As the smoke clears after Sex Week 2014, reflection and assessment has begun. Only its second year on campus, Sex Week has made its impact felt since being introduced in spring 2013.
Similarly to last year, the "Lip Sync for Your Life: Drag Show," co-sponsored with Lambda Student Union, was the most popular event, boasting more than 500 attendees.
Summer Awad, executive board member of SEAT and sophomore studying sociology, said approximately 60 people had to be turned away at the door.
Events with speakers like Megan Andelloux, who brought in more than 200 attendees, were also popular.
Colleen Ryan, member of the SEAT executive board and freshman global studies, said Tristan Taormino, a sex educator and pornographic film director, was another favorite. However, he noted, it is typically the edgier events that draw fire from the public and the legislature.
Nathan Harden, author of "Sex & God at Yale: Porn, Political Correctness, and a Good Education Gone Bad," was critical of Sex Week's decision to retain events of this nature after last year's funding crisis.
Taormino, in fact, spoke at Yale during Harden's time there. Harden stated that Taormino makes and sells porn in addition to her career as a speaker. Before her speaking engagement at Yale, Harden recalls Taormino selling porn DVDs and merchandise out of her car to his classmates.
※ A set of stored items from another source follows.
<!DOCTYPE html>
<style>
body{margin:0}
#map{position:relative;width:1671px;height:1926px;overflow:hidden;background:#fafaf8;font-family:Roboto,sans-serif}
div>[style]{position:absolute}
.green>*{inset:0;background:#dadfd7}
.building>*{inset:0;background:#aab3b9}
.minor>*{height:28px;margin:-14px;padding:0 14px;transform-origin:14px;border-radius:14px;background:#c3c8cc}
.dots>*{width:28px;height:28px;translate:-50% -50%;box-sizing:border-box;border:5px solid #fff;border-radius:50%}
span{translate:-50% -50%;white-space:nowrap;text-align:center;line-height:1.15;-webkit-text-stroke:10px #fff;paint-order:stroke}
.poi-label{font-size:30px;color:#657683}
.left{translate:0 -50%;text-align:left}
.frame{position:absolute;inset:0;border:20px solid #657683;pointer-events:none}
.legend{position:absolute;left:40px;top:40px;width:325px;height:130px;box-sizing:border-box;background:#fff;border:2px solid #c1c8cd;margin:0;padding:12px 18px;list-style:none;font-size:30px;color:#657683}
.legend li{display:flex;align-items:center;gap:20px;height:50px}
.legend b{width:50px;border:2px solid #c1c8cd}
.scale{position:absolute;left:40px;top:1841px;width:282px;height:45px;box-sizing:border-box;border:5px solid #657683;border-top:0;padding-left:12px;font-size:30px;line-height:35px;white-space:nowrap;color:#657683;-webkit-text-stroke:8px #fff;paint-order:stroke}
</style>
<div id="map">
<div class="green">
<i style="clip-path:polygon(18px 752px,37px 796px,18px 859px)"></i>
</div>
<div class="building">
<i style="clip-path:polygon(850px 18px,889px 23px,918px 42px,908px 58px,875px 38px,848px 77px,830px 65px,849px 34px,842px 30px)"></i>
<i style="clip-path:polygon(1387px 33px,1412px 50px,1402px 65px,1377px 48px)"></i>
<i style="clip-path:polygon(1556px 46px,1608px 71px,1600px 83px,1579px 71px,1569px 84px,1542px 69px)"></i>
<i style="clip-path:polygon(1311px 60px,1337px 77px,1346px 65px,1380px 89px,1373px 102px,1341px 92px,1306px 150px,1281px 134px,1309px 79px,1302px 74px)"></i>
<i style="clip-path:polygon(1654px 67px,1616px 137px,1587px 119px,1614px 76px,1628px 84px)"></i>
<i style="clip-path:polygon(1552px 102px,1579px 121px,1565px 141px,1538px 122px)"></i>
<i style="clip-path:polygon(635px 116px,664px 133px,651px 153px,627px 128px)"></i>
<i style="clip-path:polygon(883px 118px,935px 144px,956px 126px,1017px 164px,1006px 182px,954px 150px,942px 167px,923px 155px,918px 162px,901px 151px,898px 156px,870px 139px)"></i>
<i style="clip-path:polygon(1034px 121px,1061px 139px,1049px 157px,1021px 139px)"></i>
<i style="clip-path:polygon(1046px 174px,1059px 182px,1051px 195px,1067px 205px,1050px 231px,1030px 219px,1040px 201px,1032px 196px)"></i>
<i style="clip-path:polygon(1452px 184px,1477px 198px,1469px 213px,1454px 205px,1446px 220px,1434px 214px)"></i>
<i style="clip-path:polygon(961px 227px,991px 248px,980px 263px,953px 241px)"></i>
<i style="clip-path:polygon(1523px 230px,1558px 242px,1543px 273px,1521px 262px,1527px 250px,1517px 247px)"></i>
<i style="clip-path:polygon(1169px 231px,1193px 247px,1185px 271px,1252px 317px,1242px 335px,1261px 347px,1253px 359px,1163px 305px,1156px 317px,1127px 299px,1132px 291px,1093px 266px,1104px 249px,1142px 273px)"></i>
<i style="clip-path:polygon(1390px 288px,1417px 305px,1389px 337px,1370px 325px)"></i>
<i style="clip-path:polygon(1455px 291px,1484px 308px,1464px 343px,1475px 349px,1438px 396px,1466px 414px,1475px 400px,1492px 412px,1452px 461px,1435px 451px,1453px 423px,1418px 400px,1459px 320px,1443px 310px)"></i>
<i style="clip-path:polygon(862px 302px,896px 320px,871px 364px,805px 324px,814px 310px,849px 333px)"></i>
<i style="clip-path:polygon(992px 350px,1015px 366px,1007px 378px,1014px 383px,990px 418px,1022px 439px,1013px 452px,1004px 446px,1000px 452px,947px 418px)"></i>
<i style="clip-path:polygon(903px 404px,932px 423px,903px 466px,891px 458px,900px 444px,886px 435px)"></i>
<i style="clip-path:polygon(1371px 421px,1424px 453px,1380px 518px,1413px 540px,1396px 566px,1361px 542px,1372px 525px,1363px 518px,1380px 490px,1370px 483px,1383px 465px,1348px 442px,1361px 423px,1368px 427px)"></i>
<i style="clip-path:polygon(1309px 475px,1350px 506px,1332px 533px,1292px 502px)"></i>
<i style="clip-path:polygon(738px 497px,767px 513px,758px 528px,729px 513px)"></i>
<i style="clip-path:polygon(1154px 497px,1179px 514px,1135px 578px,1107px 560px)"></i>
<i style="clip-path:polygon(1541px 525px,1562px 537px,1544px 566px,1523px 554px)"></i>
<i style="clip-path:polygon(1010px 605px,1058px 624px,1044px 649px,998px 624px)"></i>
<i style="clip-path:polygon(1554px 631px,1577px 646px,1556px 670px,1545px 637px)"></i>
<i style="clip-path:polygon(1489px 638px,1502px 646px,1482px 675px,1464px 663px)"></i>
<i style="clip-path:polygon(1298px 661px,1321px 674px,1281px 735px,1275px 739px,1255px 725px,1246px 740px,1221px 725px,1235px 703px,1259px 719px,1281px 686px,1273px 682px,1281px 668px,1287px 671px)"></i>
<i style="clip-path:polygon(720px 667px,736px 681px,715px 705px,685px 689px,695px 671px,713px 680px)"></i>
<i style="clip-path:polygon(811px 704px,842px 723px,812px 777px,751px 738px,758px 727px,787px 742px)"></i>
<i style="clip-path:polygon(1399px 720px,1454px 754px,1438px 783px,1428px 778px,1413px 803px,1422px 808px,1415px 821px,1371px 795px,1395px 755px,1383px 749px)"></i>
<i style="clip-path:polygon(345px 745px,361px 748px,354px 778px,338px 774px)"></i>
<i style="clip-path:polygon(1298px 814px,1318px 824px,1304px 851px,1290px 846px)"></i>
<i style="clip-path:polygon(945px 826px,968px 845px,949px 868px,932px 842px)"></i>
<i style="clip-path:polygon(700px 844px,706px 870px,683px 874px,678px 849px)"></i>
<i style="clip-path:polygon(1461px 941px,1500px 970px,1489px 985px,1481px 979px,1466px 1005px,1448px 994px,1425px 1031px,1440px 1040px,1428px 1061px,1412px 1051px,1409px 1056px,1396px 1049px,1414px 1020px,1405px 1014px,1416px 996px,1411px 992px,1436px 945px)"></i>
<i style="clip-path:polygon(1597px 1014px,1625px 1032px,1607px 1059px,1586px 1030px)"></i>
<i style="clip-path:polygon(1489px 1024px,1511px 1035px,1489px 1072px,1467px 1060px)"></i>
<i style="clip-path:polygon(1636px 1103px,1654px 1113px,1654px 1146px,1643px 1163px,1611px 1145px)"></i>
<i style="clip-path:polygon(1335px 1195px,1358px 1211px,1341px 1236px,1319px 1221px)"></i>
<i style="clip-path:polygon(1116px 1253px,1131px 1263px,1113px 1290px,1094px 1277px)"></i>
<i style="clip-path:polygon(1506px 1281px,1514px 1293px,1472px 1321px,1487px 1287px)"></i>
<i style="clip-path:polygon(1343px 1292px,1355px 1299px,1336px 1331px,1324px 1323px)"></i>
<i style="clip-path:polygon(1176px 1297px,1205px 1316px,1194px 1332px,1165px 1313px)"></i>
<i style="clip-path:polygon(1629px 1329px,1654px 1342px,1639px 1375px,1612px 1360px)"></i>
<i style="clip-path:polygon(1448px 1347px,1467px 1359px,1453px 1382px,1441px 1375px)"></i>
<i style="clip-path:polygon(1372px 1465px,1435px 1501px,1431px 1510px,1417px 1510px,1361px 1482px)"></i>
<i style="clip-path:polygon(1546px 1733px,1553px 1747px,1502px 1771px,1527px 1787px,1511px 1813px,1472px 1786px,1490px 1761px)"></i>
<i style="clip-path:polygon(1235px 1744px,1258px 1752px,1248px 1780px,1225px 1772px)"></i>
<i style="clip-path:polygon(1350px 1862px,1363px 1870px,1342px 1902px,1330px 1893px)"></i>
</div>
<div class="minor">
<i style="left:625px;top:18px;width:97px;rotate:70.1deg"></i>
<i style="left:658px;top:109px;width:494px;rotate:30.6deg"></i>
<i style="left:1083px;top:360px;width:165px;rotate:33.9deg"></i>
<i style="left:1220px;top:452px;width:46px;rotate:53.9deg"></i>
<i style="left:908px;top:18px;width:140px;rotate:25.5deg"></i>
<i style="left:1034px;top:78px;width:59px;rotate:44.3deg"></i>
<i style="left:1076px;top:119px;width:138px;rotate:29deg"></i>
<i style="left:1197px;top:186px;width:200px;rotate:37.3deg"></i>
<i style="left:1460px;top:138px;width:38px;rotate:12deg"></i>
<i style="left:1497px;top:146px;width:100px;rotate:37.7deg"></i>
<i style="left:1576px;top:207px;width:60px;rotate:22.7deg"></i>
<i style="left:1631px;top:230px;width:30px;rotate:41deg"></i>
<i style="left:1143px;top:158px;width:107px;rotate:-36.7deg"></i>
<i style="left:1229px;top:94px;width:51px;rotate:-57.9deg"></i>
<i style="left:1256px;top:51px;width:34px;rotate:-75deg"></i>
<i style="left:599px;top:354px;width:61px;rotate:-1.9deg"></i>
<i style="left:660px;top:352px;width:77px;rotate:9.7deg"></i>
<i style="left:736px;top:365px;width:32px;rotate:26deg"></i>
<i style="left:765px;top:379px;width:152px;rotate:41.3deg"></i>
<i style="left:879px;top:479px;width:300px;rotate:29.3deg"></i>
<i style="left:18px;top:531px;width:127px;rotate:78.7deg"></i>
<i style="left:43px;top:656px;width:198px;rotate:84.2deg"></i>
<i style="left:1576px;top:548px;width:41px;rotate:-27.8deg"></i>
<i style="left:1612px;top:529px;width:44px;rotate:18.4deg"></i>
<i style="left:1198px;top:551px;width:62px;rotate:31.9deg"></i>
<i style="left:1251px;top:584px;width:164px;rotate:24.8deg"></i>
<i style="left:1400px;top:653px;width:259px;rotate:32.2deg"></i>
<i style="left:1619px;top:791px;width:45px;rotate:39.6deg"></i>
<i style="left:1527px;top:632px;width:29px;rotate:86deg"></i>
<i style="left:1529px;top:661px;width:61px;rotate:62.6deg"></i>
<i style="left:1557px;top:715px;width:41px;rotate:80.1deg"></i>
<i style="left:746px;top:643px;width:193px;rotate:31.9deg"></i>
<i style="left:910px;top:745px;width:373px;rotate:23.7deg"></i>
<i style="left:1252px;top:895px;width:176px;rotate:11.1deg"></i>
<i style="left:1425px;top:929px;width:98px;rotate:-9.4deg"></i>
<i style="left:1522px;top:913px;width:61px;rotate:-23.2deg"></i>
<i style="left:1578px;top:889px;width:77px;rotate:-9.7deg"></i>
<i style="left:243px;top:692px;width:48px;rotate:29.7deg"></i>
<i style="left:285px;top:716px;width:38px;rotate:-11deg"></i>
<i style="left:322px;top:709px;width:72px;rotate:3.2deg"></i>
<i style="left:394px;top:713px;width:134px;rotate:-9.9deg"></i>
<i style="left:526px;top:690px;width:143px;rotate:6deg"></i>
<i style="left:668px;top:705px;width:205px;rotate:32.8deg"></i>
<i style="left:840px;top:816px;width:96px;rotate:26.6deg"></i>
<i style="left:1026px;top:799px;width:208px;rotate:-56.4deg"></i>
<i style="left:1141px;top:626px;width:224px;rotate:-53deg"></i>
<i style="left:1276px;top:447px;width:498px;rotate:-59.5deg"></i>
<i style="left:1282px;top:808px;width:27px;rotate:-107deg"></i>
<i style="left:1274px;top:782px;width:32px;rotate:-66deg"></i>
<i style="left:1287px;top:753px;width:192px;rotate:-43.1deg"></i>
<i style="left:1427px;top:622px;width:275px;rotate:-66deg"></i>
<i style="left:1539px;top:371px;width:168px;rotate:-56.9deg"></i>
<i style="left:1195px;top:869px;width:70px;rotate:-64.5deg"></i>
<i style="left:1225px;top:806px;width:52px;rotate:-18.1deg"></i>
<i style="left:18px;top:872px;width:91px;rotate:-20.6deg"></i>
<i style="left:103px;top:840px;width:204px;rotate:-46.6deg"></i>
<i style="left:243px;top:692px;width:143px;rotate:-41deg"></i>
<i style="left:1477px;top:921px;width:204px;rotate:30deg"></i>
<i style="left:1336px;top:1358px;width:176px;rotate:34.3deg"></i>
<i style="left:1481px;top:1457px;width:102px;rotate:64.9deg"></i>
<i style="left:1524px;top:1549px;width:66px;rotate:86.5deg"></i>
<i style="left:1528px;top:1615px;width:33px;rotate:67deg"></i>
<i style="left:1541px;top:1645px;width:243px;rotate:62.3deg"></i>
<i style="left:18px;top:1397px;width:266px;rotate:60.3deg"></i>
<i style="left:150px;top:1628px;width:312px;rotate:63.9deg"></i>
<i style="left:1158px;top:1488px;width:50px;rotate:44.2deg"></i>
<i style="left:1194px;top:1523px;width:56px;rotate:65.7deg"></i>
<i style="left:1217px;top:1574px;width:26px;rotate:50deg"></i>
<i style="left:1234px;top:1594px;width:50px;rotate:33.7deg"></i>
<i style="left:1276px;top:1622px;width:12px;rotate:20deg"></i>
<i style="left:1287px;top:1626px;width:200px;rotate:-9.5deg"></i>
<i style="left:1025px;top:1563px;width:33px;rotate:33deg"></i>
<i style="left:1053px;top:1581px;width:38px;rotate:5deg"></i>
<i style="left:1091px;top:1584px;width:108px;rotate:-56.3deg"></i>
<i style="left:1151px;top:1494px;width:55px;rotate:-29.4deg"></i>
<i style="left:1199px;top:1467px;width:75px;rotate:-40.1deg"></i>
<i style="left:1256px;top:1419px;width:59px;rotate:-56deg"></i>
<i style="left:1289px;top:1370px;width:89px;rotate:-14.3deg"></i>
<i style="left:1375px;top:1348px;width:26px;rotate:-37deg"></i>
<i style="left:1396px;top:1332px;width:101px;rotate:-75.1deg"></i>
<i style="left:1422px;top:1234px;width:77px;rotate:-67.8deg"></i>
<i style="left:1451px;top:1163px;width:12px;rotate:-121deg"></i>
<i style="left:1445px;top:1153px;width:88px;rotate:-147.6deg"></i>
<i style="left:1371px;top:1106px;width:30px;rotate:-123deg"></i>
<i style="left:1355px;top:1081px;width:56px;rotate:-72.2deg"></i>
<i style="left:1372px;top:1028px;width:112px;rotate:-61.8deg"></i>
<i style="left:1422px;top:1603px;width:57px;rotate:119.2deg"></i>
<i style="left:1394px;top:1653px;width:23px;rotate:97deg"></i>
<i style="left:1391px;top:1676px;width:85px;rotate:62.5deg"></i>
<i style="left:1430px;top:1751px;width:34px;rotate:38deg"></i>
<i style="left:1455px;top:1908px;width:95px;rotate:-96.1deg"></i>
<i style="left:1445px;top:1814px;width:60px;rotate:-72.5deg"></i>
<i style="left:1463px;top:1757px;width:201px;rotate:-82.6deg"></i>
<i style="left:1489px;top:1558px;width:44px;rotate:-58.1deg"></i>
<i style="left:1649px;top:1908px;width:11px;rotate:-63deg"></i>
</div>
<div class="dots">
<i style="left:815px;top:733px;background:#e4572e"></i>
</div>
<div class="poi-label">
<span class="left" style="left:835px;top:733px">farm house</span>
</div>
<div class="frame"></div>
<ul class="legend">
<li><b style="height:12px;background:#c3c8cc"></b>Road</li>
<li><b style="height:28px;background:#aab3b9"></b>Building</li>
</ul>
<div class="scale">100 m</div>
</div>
"She has nothing to say to a student that's worth paying to hear," Harden said. "... She is part of an industry that proudly makes money by sexually exploiting and objectifying women, thereby demeaning all of us.
"These people are out for a profit; they aren't educators."
Ryan, however, remained firm in Taormino's value as an invited guest.
"I don't feel that any of our events crossed ethical or moral lines," Ryan said. "I believe all of our events were educational in some manner, albeit not in the traditional sense."
Although Taormino is not an accredited sexologist, Sex Week at UT hosted a number of events instructed by professors, Planned Parenthood representatives and certified sexologists like Andelloux and Dr. Lindsey Doe, another of Sex Week's speakers.
Sexologists are accredited by the American Association of Sexuality Educators, Counselors and Therapists, the American College of Sexologists or the American Board of Sexology among others.
"We only allow professionals in sexuality education to answer questions about sexuality from positions of authority," Awad said.
Despite also hosting events addressing safety, abstinence, long-term intimacy and religion, Harden found fault with Sex Week's "one-sided, extremely liberal view of sex" which posits the idea that "if you aren't having it as often as possible, with as many people as possible, in as many bizarre ways as possible, there is something wrong with you."
But out of Sex Week, there may come a major shift in UT education.
Awad confirmed that SEAT is in the process of creating a comprehensive sexual assault course that would be mandatory for all freshmen.
"We are trying to change the conversation surrounding this so that people begin talking about sexual assault in the context of rape culture and sexual repression and so that we may begin pointing out when things are not working rather than maintaining the status quo," Awad said. "I think this cultural shift is where we have the potential to make the biggest impact."